Las voces de la noche
“Maria Stuarda” está considerada como una de las piedras angulares del bel canto, por lo que la elección de las voces es decisiva. Asistimos aquí a la primera representación del segundo reparto, encabezado por la soprano grancanaria Yolanda Auyanet en una más que respetable Maria Stuarda. De instrumento seguro, bien moldeado, resistente, no exento de alguna tensión en la escena del cadalso pero resuelta con pericia con filados más que satisfactorios, recordando a esa voz bella y limpia de la que ya hablé en la “Turandot” de diciembre de 2018, hace ahora 6 años. Su actuación escénica fue tan convincente como la vocal. Su prima, Elisabetta, corrió a cargo de la mezzosoprano valenciana Silvia Tro Santafé, artista que siempre ha obsequiado en este Teatro con actuaciones de calidad y belleza, como se dejó ver desde la primera aria en la que a medida que transcurre su voz templa y coge cuerpo, dando ya muestras de su fraseo cómodo y su registro alto firme. En el segundo acto dio muestra de su talento dramático en el dúo con Lord Guglielmo Ceci en “Alla tua voce sento piombarmi in core”, llegando a la crueldad cuando le ordena a Roberto Leicester en “E spettator ti voglio/Dell’ultimo suo fato”. El pobre de Roberto Leicester en la interpretación del tenor tinerfeño Airam Hernández no tuvo su mejor versión, estando lejos de la última que disfrutamos suya en el papel de Federico García Lorca en “El abrecartas” de Luis de Pablo Costales (1930-2021). No obstante el timbre agradable del centro de su registro, la entrega a un papel bastante insípido compensa el resto de aspectos, como indecisiones y escasez, casi con temor, en la emisión, que estoy seguro serían puntuales y habrá solventado en las siguientes representaciones. Excelente, de fraseo, cuerpo y dramaturgia estuvo el barítono polaco Simon Mechlinski en el papel de Lord Guglielmo Cecil, intrigante y decisivo. Sabe a poco no escucharle en otros roles para este Teatro. No tan seguro ni tan contundente se mostró su compatriota el bajo barítono Krzysztof Baczyk, irregular en el dúo de la confesión con la reina escocesa. Dejo para el final a la, presuntamente, secundaria Anna Kennedy, brillantemente representada por la soprano argentina Mercedes Gancedo, fresca, redonda y de bello timbre.
Pérez-Sierra
La Orquesta Titular del Teatro Real hace una lectura muy donizetiana de la partitura bajo las indicaciones del maestro José Miguel Pérez-Sierra, director musical del Teatro de la Zarzuela de Madrid.

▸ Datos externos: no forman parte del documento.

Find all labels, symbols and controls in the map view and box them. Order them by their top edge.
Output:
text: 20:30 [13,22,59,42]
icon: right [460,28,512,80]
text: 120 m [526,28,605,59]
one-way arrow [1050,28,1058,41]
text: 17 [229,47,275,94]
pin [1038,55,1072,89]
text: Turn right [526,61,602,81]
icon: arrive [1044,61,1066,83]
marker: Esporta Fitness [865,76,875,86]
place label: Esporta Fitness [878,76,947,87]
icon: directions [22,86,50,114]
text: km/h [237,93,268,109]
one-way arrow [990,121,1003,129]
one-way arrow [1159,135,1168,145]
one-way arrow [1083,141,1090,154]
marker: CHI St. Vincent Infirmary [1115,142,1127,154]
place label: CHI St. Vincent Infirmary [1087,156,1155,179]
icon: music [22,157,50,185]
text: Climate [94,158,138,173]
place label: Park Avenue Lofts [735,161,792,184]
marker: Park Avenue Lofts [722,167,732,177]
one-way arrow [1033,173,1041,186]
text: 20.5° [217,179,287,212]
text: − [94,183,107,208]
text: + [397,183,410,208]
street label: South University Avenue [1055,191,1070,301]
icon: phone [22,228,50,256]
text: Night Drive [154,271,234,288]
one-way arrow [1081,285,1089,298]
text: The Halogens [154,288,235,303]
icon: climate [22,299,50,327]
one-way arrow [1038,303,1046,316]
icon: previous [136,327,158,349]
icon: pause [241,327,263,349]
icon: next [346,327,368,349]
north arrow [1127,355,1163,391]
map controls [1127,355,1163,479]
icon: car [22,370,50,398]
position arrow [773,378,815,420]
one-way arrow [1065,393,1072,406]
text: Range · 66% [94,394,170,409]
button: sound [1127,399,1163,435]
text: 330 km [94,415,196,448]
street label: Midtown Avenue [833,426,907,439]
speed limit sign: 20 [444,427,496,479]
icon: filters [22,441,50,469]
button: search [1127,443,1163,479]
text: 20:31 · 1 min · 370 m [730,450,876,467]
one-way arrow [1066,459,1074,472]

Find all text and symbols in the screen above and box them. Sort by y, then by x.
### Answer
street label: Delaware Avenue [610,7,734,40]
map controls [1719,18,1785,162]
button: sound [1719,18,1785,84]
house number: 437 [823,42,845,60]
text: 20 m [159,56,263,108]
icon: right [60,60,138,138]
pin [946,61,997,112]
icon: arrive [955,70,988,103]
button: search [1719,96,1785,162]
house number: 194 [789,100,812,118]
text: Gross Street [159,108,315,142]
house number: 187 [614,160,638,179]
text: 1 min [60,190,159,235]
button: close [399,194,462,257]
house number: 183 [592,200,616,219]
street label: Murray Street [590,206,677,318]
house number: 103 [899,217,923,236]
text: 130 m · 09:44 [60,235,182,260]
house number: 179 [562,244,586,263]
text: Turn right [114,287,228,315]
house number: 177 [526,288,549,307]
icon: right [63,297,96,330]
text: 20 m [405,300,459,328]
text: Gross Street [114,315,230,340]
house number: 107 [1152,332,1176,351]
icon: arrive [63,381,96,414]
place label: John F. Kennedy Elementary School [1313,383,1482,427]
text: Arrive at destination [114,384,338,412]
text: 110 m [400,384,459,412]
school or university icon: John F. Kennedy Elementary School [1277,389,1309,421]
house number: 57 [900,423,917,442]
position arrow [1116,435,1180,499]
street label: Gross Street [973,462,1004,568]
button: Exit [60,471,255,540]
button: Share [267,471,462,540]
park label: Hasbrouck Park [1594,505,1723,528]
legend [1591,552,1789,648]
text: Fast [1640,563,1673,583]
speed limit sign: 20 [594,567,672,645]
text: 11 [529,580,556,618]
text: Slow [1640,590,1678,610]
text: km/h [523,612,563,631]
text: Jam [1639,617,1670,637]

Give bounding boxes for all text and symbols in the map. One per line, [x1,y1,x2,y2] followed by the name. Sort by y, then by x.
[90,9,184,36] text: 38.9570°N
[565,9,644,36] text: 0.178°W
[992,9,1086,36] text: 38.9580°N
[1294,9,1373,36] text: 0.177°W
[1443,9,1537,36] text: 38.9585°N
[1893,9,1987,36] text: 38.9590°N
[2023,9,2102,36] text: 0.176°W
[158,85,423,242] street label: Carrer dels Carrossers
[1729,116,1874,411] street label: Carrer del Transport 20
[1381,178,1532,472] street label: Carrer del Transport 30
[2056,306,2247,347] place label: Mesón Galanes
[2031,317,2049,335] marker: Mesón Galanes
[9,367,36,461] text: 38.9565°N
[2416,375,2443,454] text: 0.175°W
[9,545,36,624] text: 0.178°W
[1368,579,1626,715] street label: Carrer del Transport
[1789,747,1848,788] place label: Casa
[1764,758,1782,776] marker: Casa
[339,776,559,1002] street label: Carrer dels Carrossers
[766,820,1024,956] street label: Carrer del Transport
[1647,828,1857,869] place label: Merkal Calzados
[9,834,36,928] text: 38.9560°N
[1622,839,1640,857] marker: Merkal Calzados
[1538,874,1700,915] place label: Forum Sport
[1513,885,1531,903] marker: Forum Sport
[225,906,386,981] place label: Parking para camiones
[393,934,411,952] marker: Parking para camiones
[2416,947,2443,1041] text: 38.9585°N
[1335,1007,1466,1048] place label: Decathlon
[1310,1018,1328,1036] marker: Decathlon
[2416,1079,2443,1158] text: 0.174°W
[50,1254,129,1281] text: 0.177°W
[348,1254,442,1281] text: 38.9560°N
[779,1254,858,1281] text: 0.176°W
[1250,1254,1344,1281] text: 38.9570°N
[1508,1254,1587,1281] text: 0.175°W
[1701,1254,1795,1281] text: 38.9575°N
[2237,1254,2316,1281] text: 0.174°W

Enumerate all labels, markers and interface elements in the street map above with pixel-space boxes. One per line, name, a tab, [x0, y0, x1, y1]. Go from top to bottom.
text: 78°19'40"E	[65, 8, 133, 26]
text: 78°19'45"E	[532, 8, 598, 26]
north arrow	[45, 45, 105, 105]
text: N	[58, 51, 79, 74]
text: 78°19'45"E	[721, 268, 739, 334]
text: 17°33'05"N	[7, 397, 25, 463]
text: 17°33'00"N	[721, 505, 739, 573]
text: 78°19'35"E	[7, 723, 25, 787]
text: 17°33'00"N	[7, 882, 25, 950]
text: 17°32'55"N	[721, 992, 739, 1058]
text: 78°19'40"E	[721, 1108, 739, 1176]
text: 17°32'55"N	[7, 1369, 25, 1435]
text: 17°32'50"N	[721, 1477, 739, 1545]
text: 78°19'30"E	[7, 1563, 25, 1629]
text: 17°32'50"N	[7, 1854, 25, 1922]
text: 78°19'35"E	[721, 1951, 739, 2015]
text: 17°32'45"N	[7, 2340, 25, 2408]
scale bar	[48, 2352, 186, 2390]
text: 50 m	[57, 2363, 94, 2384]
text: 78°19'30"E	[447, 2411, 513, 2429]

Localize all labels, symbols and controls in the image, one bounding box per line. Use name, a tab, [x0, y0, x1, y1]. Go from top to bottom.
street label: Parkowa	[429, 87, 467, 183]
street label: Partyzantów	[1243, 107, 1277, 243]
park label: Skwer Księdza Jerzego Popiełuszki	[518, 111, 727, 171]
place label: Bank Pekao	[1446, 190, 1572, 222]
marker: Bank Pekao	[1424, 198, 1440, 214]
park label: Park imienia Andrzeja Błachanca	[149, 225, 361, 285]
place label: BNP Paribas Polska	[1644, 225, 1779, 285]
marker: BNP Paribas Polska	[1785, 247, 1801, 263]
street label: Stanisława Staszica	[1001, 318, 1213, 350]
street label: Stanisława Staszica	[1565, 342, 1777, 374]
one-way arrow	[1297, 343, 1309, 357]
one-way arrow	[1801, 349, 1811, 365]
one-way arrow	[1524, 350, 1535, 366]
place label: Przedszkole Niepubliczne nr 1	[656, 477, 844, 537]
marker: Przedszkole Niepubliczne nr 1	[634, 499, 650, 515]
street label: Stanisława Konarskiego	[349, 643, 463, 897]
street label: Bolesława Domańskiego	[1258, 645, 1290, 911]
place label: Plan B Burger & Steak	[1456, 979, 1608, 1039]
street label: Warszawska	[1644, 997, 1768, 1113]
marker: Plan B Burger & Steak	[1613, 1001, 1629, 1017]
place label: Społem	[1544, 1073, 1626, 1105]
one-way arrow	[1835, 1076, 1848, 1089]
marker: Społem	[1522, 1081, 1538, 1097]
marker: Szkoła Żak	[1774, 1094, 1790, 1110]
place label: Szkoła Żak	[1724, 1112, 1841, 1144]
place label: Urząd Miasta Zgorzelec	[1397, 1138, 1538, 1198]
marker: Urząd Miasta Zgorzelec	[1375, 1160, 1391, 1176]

De pulso conciso, claro, es también moderador de volumen, no dejando que el discurso alcance nunca demasiada potencia, lo cual mantiene un carácter a veces algo contenido, sin llegar a ser plano, pero si suavemente redondeado. La orquesta responde estupendamente a las indicaciones recibidas y el coro ofrece lo mejor, posiblemente, de toda la noche.
Se cierra así 2024 para comenzar un nuevo año que esperemos se corten menos cabezas a causa de las diferencias de poder y religión.